Avec Dogman, en lice pour la Palme d'or, Matteo Garrone a frappé un grand coup mercredi soir à Cannes et révélé un acteur, Marcello Fonte, dans la peau d'un toiletteur pour chiens qui montre les crocs après avoir trop longtemps subi.

Loin de sa fresque sur la mafia, Gomorra, couronnée du Grand Prix du jury par Cannes en 2008, le réalisateur italien s'est cette fois penché sur un homme simple, Marcello. Divorcé, il vivote, avec un petit trafic de cocaïne pour améliorer les fins de mois. Et pour seuls amis ces chiens qui viennent dans sa boutique se refaire une beauté.

Trahi et humilié par celui qui a dû être un ami d'enfance, Simoncino (Edoardo Pesce), une montagne de muscles accro à la cocaïne, cet antihéros parfait perd peu à peu toute son innocence.

«Ce n'est pas un justicier. C'est un personnage enfantin, instinctif, qui ne comprend pas l'engrenage dans lequel il est entraîné», a expliqué Matteo Garrone jeudi en conférence de presse. «Car la violence est quelque chose de très contagieux».

«Mais mon personnage ne devient pas violent, il est comme une fleur qui pousse dans la boue mais qui reste blanche, ou disons grise, sans se salir totalement», a précisé Marcello Fonte, dans un large sourire.

Librement adapté d'un fait divers sordide à Rome à la fin des années 80, où un toiletteur pour chiens avait torturé et tué un criminel qui terrorisait le quartier, ce film est parti d'une simple «suggestion visuelle, celle de quelques chiens enfermés dans une cage qui assistent comme témoins à l'explosion de la bestialité humaine», selon les notes d'intention du film.

«Buster Keaton des temps modernes»

Découpé en trois actes, séparés par deux scènes de plongée sous-marine entre Marcello et sa fille, les seuls moments de paix du personnage, le film repose sur les épaules de Marcello Fonte. Aperçu dans Gangs of New York de Scorsese, chez Ettore Scola ou dans Corpo Celeste de Alice Rohrwacher, également en compétition à Cannes avec Heureux comme Lazzaro, l'acteur italien est éblouissant.

«Pour moi, Marcello est une sorte de Buster Keaton des temps modernes, quasiment un acteur du cinéma muet», a expliqué Matteo Garrone, en lui rendant hommage et en racontant comment il l'a découvert. «Nous étions en plein casting, dans un centre social où une compagnie d'anciens détenus faisait des essais pour une pièce de théâtre. Marcello était le gardien, il dormait dans ce centre.

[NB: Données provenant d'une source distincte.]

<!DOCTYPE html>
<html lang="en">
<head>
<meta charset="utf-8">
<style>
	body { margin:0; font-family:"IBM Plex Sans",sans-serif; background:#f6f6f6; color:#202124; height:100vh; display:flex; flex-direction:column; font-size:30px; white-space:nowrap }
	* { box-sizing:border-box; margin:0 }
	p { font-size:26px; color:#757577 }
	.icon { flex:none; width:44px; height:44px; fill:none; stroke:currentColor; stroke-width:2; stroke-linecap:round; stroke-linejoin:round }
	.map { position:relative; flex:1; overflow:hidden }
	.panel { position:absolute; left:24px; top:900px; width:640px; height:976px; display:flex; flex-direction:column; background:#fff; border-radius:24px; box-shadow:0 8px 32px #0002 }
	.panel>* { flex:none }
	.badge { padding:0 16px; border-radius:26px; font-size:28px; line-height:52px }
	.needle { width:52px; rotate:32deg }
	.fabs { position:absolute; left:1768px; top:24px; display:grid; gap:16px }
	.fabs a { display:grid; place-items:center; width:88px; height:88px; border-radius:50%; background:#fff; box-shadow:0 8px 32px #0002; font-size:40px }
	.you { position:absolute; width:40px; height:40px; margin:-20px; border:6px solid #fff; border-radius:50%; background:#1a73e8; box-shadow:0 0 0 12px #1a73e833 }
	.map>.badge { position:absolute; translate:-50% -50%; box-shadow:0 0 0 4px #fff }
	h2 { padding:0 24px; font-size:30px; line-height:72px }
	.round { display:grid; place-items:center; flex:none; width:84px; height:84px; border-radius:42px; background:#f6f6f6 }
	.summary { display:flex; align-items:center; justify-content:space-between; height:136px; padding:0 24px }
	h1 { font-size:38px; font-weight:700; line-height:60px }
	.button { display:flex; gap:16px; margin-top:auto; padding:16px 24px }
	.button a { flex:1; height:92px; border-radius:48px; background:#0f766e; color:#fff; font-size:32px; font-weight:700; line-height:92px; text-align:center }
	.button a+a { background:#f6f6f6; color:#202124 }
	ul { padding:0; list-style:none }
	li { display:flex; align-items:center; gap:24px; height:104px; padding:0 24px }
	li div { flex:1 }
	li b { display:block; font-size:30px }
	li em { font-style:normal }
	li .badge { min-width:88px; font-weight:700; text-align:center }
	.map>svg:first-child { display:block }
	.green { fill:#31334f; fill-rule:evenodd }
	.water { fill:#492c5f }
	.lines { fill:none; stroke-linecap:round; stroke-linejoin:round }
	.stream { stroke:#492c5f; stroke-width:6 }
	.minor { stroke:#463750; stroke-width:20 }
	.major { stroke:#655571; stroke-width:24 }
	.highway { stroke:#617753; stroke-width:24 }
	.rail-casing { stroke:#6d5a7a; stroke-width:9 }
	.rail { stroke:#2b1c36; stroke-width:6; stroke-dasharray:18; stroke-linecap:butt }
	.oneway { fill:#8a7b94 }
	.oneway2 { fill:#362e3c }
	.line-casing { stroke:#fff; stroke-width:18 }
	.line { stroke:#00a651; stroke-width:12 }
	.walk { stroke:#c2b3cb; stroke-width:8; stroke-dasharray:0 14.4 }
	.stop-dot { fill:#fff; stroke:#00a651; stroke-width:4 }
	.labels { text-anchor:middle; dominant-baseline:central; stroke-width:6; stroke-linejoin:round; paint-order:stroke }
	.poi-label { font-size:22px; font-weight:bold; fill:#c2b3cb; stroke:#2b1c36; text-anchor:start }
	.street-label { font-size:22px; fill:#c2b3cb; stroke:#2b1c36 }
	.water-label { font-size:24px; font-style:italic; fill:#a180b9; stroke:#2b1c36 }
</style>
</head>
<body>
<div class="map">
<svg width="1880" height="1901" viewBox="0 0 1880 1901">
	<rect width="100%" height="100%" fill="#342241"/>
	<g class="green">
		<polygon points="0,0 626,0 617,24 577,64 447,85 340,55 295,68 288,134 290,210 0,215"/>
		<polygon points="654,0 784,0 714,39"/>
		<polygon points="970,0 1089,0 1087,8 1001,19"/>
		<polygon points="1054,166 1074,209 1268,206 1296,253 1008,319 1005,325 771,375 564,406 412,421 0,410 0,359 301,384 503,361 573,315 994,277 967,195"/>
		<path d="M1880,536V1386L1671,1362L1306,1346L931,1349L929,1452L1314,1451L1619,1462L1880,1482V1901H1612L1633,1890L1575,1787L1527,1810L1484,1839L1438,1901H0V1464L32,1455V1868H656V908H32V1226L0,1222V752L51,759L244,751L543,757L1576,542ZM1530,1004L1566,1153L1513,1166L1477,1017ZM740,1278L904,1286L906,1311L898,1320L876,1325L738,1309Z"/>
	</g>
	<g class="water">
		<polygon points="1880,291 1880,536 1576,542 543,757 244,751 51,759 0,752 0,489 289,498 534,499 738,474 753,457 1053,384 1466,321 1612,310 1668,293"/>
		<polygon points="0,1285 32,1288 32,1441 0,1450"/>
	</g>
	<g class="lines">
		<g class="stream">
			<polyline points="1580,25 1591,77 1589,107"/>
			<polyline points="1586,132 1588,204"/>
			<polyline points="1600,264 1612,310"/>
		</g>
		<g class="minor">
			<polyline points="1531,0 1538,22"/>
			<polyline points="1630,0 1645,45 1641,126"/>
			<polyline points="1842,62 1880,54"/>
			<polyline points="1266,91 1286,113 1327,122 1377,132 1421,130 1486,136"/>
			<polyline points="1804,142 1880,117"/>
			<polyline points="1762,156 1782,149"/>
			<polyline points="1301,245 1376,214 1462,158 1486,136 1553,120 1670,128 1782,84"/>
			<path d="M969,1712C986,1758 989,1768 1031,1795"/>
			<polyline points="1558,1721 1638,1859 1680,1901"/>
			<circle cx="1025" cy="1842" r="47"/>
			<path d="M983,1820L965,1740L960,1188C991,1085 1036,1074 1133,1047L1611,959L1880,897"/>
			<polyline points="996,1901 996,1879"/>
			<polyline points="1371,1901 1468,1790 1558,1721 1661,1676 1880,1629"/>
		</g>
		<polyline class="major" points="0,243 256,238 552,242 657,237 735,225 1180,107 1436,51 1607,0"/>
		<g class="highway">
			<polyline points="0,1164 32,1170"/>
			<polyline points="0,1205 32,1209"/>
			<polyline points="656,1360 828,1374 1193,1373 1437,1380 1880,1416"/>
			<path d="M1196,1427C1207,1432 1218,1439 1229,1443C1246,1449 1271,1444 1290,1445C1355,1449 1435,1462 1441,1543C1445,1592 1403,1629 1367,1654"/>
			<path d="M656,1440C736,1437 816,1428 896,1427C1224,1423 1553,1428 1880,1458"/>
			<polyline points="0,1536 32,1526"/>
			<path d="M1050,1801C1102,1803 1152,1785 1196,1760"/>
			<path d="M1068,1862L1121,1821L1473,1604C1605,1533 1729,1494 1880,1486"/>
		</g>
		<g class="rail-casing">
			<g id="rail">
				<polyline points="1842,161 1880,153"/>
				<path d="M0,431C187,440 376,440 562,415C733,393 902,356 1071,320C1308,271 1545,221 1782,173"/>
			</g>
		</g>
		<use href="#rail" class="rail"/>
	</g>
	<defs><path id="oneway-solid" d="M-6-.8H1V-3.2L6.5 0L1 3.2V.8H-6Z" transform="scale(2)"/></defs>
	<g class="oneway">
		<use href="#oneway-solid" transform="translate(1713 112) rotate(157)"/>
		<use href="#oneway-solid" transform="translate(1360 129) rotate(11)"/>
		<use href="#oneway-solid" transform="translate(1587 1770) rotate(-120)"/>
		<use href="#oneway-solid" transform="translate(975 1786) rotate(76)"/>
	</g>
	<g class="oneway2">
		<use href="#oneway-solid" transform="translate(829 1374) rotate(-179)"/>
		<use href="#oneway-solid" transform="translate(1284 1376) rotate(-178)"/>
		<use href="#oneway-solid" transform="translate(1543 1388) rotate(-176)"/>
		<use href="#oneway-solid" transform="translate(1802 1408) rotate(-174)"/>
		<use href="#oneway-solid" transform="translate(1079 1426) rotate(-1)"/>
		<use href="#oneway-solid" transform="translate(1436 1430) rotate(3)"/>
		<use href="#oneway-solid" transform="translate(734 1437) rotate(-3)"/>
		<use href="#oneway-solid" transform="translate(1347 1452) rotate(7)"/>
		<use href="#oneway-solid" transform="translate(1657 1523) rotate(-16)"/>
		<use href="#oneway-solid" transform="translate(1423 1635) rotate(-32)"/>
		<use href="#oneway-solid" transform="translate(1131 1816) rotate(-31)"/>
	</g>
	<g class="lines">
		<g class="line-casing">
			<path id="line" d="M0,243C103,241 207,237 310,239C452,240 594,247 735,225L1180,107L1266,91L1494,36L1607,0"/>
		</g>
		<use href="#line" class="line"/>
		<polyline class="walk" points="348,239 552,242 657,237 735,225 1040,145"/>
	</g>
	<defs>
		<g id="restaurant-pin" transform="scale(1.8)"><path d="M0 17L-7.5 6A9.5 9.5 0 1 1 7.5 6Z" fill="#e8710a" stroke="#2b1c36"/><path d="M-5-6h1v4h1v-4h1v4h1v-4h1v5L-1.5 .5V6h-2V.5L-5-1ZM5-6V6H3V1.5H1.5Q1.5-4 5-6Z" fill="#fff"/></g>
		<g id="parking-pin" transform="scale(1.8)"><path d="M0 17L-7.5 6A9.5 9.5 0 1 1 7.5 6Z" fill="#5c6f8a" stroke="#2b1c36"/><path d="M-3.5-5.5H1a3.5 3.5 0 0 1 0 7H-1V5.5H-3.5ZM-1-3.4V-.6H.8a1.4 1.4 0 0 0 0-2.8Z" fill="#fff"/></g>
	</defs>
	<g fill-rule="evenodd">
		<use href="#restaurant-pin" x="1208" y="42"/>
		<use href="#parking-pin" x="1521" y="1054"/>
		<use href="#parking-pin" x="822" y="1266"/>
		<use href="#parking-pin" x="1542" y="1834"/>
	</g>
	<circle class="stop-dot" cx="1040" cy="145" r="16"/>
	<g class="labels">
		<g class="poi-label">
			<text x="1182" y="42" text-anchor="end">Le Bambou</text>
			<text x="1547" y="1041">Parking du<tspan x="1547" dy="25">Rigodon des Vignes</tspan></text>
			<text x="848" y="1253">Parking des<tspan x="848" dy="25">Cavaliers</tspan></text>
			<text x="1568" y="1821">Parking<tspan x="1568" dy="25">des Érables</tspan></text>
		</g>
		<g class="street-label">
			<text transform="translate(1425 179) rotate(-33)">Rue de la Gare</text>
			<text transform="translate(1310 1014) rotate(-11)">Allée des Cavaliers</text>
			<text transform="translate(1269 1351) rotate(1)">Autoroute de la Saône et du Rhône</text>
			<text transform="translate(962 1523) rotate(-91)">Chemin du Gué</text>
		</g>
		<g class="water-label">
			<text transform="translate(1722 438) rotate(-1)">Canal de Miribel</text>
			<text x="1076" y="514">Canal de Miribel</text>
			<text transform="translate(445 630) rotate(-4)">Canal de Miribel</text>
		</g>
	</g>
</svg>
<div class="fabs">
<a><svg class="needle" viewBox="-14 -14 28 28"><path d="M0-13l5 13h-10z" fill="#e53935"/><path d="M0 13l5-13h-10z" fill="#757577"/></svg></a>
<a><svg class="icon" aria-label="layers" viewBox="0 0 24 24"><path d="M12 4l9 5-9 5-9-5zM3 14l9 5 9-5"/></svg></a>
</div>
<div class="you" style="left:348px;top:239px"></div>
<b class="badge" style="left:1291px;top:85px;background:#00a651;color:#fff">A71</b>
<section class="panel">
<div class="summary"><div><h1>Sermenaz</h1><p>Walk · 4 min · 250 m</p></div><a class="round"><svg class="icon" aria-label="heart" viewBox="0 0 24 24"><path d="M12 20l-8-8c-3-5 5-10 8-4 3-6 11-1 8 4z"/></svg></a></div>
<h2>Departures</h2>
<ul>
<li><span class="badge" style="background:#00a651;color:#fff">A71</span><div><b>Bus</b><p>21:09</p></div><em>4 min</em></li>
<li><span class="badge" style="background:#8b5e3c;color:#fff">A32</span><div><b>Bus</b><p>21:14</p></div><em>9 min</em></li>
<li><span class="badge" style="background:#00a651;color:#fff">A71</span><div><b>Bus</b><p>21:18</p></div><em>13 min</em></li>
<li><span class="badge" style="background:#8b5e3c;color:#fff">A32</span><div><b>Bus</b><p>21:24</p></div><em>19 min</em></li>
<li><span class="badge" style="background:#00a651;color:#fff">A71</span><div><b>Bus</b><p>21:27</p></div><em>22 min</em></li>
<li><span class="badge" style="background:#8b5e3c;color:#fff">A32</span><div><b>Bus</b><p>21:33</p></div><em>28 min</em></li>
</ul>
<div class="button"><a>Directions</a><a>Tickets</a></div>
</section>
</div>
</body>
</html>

Il écoutait les essais du spectacle, et un jour l'un des anciens détenus s'est senti mal, il a eu un malaise, et il est mort. Il a pris sa place, il a fait le casting pour le film, et il a été choisi».

Homme humilié, regard de chien battu, Marcello tente de rester fidèle à ses valeurs. Et il redresse la tête, peu à peu, dans une tentative désespérée de regagner le respect des autres. Une performance qui ne devrait pas être loin de lui offrir le prix de l'interprétation masculine, pour lequel il pourrait être en compétition avec le Lazzaro de Alice Rohrwacher, lui aussi un innocent exploité par les autres.

Porté en triomphe par l'équipe du film, mercredi soir, Marcello Fonte a été longuement ovationné par les 2300 spectateurs du Grand Théâtre Lumière. Parmi eux, visiblement admirateur, Matt Dillon, l'acteur américain, aperçu lundi sous les traits du serial killer de Lars von Trier dans The House that Jack Built.

Mais le film vaut aussi par la maîtrise technique de Matteo Garrone. Deux fois Grand Prix du jury cannois, avec Gomorra mais aussi Reality, en 2012, le réalisateur italien rendrait presque belle cette cité balnéaire aux murs lépreux de Villaggio Coppola, dans le sud de la Péninsule. Ce «village de Western», telle qu'il l'a qualifiée.